Slot avoids ‘calamity’ as one-word assessment of Liverpool villain is clear

Matt Stead
Liverpool keeper Freddie Woodman and defender Andy Robertson
Freddie Woodman was the hero again for Liverpool

“I am not a saint,” said Paolo Di Canio. “I saw the goalkeeper was on the ground and in pain. During the game, the opposition is my enemy. But when they are injured, they are my colleagues and I must help them. Only stupid people would say I was wrong.”

Until the 72nd minute of Liverpool’s game against Crystal Palace on Saturday afternoon, it was unknown exactly where Daniel Munoz stood on that moral conundrum. But his response to the now common sight of a stricken Reds keeper revealed all.

With Freddie Woodman clutching his knee and remaining prone after a bright save from Ismaila Sarr, Munoz took a touch, considered his options and deemed it better to ask for forgiveness than permission.

It was the only way Woodman’s clean sheet would be spoiled. Munoz lofted the ball into an empty net no Liverpool player had the foresight to guard while their keeper failed to get back to his feet, and Palace had halved the deficit.

Arne Slot was furious but would have been encouraged with how Liverpool held firm in the face of a slightly farcical situation – and the fact Woodman continued playing after treatment.

The third-choice keeper was first class again. Woodman produced five saves at Anfield, including two from Jean-Philippe Mateta in the five minutes between Alexander Isak’s opener and a fine Andy Robertson strike.

This was no perfect Liverpool performance, but a good enough one to warrant a win which grants them an Aston Villa-shaped buffer and eight-point lead over the chasing pack for Champions League qualification.

The Robertson goal, possibly his last before leaving in the summer, combined with Mo Salah’s injury-enforced substitution and elongated acknowledgement of the fans on what could be his final appearance for the club, gave this game a curious feel.

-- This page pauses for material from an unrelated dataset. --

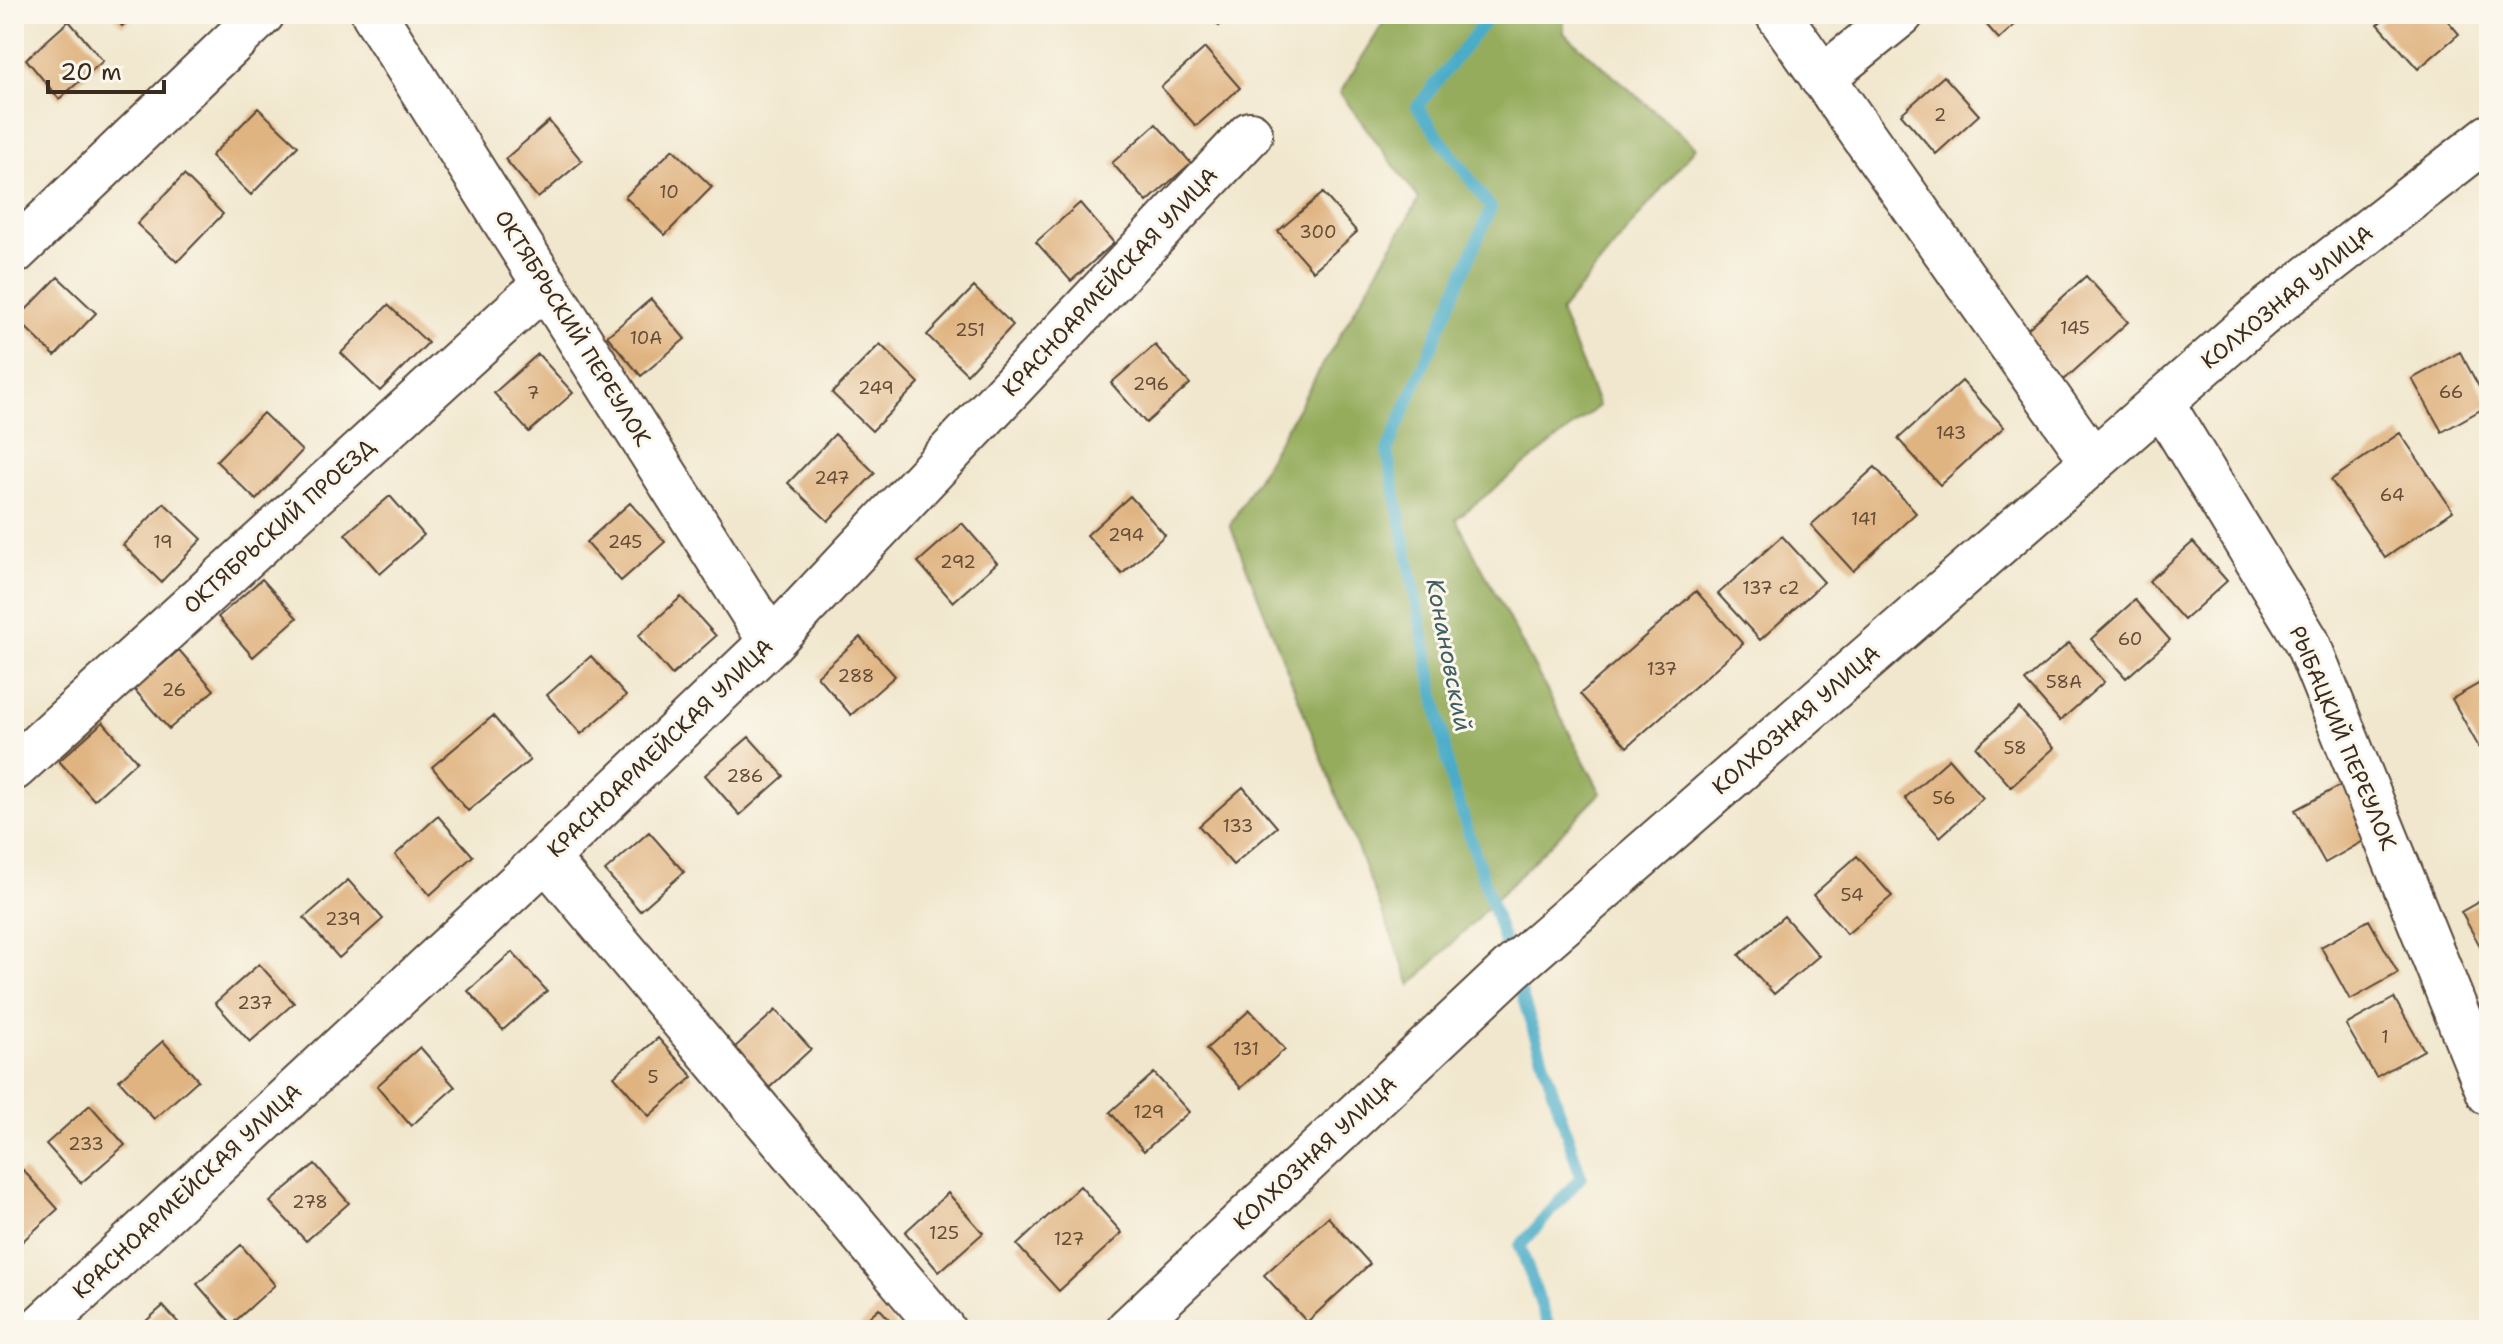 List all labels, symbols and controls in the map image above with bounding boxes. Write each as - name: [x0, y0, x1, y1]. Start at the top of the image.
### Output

It was always going to be a different sort of atmosphere with the protest against ticket prices underlining the continued divide between supporters and owners,

The future of Arne Slot is another sticking point in that ongoing civil war, but this should avert the only sort of ‘calamity’ that might have seen him sacked for this season’s risible title defence.

Three successive wins has pushed that debate further from the agenda, with media briefings suggesting Slot will be manager at the start of next season and Dominic King of the Daily Telegraph reporting that only the ‘calamity’ of a season-closing run of five straight defeats would challenge Slot’s support base sufficiently enough to force a change.

Liverpool’s four-game losing run across September and October – triggered by a late defeat to Crystal Palace at Selhurst Park – equalled their worst such sequence in Premier League history, so Slot’s safety can be assumed.

The caveats that have defined this season will not last long into next, but goals from Isak and Florian Wirtz do underscore a certain wisdom in giving Slot time to figure out how to play with the £450m worth of toys he was bequeathed in the summer.

But that patience must be limited; Liverpool still looked vulnerable here, and a better team would have punished them.

Had Mateta, Sarr or Jorgen Strand Larsen displayed that same ruthlessness as Munoz, Anfield might have protested more than the cost of the tickets.